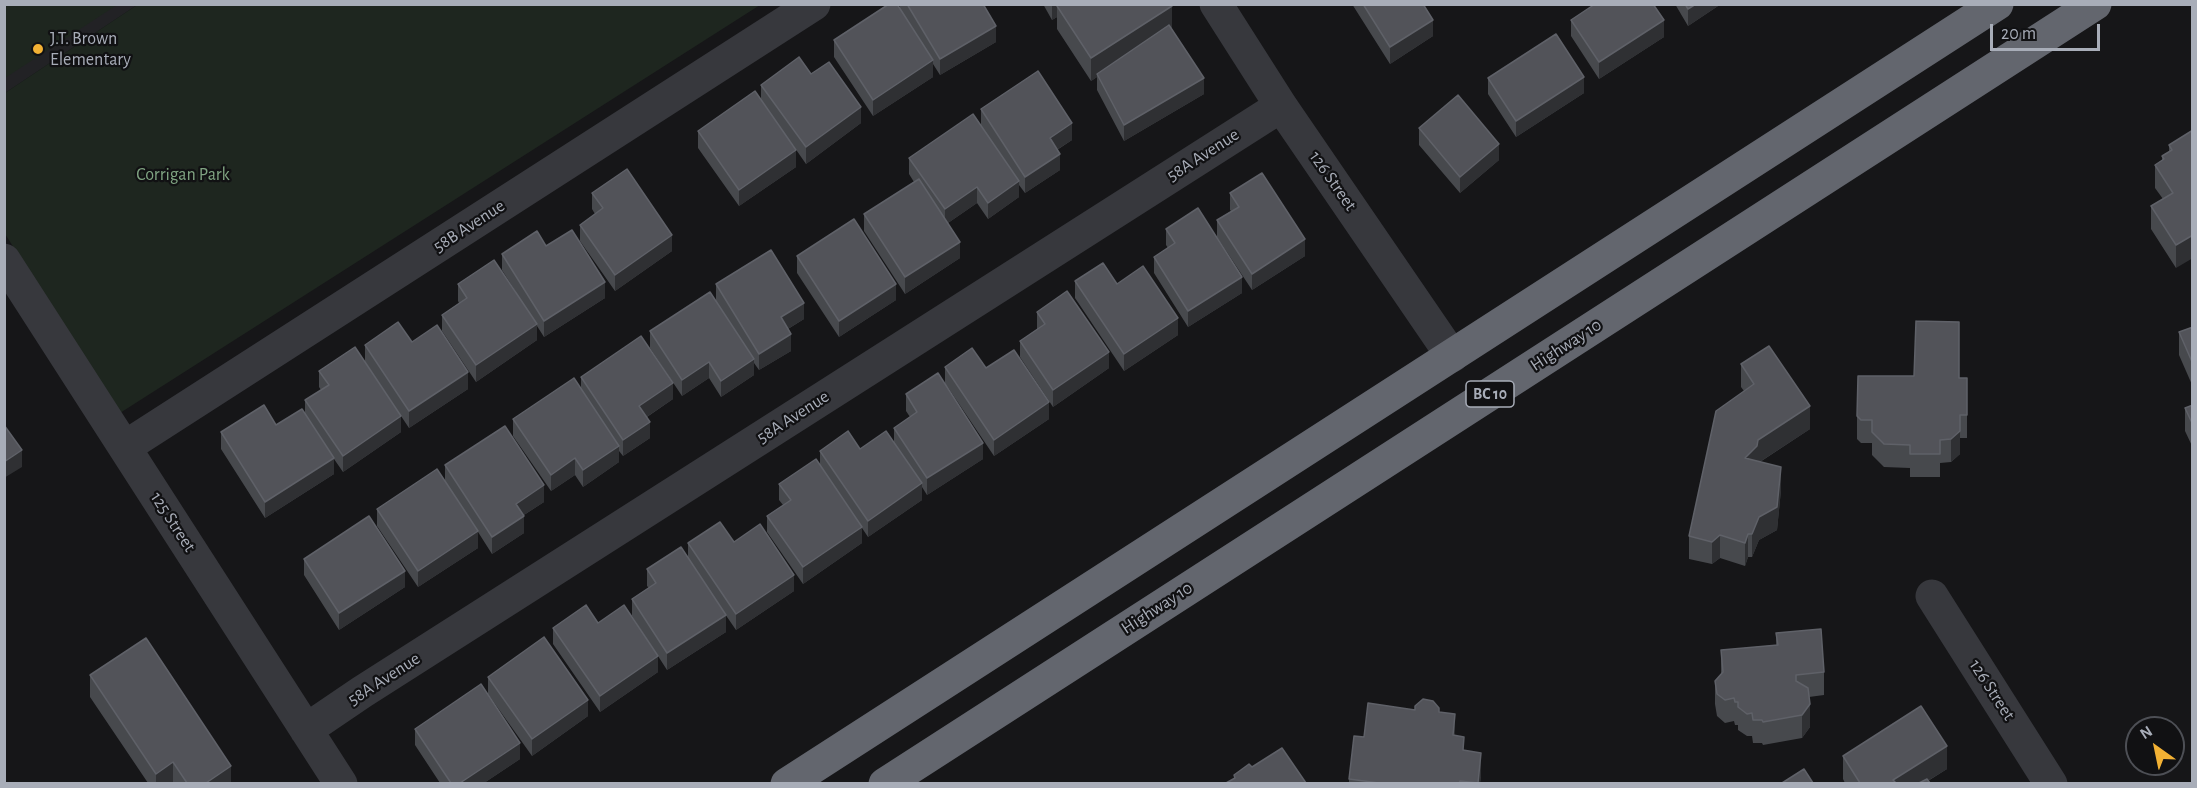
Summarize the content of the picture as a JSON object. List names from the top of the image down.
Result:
{
  "streets": {
    "highway": ["Highway 10", "BC 10"],
    "street": [
      "58A Avenue",
      "126 Street",
      "58B Avenue",
      "125 Street"
    ]
  },
  "crossings": [
    ["58A Avenue", "126 Street"],
    ["58A Avenue", "125 Street"],
    ["58B Avenue", "125 Street"]
  ],
  "parks": ["Corrigan Park"],
  "places": ["J.T. Brown Elementary"],
  "scale_bar": "20 m",
  "north": "top left"
}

________________

## WHAT YOU NEED TO DO
Take every record and copy it word for word, dropping the pictures.

## ANSWER AREA
Summarize the content of the picture as a JSON object. List names from the top of the image down.
Result:
{
  "streets": {
    "highway": ["Highway 10", "BC 10"],
    "street": [
      "58A Avenue",
      "126 Street",
      "58B Avenue",
      "125 Street"
    ]
  },
  "crossings": [
    ["58A Avenue", "126 Street"],
    ["58A Avenue", "125 Street"],
    ["58B Avenue", "125 Street"]
  ],
  "parks": ["Corrigan Park"],
  "places": ["J.T. Brown Elementary"],
  "scale_bar": "20 m",
  "north": "top left"
}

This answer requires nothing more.